**TASK INPUT:**
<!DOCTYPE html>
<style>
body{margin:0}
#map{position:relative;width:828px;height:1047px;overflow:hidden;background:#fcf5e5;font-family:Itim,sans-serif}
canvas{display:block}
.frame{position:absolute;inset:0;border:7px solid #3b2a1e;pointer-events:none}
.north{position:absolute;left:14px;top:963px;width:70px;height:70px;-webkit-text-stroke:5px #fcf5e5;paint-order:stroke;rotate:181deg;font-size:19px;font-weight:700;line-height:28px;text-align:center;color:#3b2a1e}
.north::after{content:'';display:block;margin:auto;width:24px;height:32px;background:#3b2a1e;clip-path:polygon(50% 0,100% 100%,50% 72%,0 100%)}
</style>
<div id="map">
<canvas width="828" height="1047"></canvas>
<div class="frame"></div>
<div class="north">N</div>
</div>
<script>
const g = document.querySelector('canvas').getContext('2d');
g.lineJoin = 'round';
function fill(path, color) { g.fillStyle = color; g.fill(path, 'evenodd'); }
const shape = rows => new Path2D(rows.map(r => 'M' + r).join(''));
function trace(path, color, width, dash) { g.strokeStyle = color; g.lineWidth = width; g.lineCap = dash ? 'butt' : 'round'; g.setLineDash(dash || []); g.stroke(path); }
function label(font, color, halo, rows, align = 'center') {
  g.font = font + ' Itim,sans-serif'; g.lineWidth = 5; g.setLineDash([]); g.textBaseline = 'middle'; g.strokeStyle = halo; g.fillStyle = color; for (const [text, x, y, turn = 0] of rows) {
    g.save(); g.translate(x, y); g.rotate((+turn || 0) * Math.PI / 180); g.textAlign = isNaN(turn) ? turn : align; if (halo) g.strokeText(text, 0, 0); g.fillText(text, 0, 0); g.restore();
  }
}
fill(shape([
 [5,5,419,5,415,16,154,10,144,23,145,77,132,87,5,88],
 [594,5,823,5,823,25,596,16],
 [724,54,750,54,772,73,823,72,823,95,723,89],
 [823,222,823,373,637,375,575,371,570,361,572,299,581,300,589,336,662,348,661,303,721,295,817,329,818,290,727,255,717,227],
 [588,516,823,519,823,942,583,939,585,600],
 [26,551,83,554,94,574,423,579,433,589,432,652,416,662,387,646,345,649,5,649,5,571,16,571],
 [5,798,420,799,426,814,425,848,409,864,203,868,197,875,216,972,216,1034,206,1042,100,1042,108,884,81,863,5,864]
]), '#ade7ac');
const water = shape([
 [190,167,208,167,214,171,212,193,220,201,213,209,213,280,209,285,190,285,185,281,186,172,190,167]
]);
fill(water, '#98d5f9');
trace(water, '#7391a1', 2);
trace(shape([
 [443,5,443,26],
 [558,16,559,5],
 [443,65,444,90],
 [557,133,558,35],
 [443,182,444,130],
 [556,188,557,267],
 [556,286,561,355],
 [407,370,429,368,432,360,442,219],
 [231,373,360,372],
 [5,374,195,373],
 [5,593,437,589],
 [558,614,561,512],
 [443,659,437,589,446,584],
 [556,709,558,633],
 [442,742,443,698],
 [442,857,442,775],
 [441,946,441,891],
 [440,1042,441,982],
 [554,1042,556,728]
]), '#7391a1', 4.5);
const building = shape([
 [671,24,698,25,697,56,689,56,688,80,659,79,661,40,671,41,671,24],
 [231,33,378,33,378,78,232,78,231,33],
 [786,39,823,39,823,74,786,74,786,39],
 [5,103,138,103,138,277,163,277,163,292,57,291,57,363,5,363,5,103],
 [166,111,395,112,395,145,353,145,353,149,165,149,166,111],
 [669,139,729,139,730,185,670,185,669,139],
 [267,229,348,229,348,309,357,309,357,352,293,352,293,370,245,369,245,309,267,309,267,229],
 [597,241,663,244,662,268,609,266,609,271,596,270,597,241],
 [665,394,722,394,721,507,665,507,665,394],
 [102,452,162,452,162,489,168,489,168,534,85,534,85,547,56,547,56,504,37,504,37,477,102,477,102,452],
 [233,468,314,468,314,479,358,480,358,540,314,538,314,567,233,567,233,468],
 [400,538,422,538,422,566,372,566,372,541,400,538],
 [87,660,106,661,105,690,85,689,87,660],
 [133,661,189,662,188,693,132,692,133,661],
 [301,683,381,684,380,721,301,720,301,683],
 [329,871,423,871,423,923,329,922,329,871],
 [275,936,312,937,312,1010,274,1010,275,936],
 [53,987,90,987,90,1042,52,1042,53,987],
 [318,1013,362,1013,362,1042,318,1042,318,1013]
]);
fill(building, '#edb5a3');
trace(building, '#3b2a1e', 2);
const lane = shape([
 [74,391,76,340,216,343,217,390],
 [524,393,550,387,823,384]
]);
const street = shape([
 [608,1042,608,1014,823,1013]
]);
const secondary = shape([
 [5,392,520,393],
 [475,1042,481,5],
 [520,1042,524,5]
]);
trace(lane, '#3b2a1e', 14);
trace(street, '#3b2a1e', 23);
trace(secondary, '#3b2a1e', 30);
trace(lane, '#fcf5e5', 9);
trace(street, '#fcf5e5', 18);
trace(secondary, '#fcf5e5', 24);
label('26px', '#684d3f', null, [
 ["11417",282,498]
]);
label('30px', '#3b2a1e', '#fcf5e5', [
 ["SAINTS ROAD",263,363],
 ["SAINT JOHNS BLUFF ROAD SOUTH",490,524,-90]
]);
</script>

**THE TASK:** What is the number of lines in the listing that contain the string "rows"? Give it alone.

**RESPONSE TO THIS TASK:** 3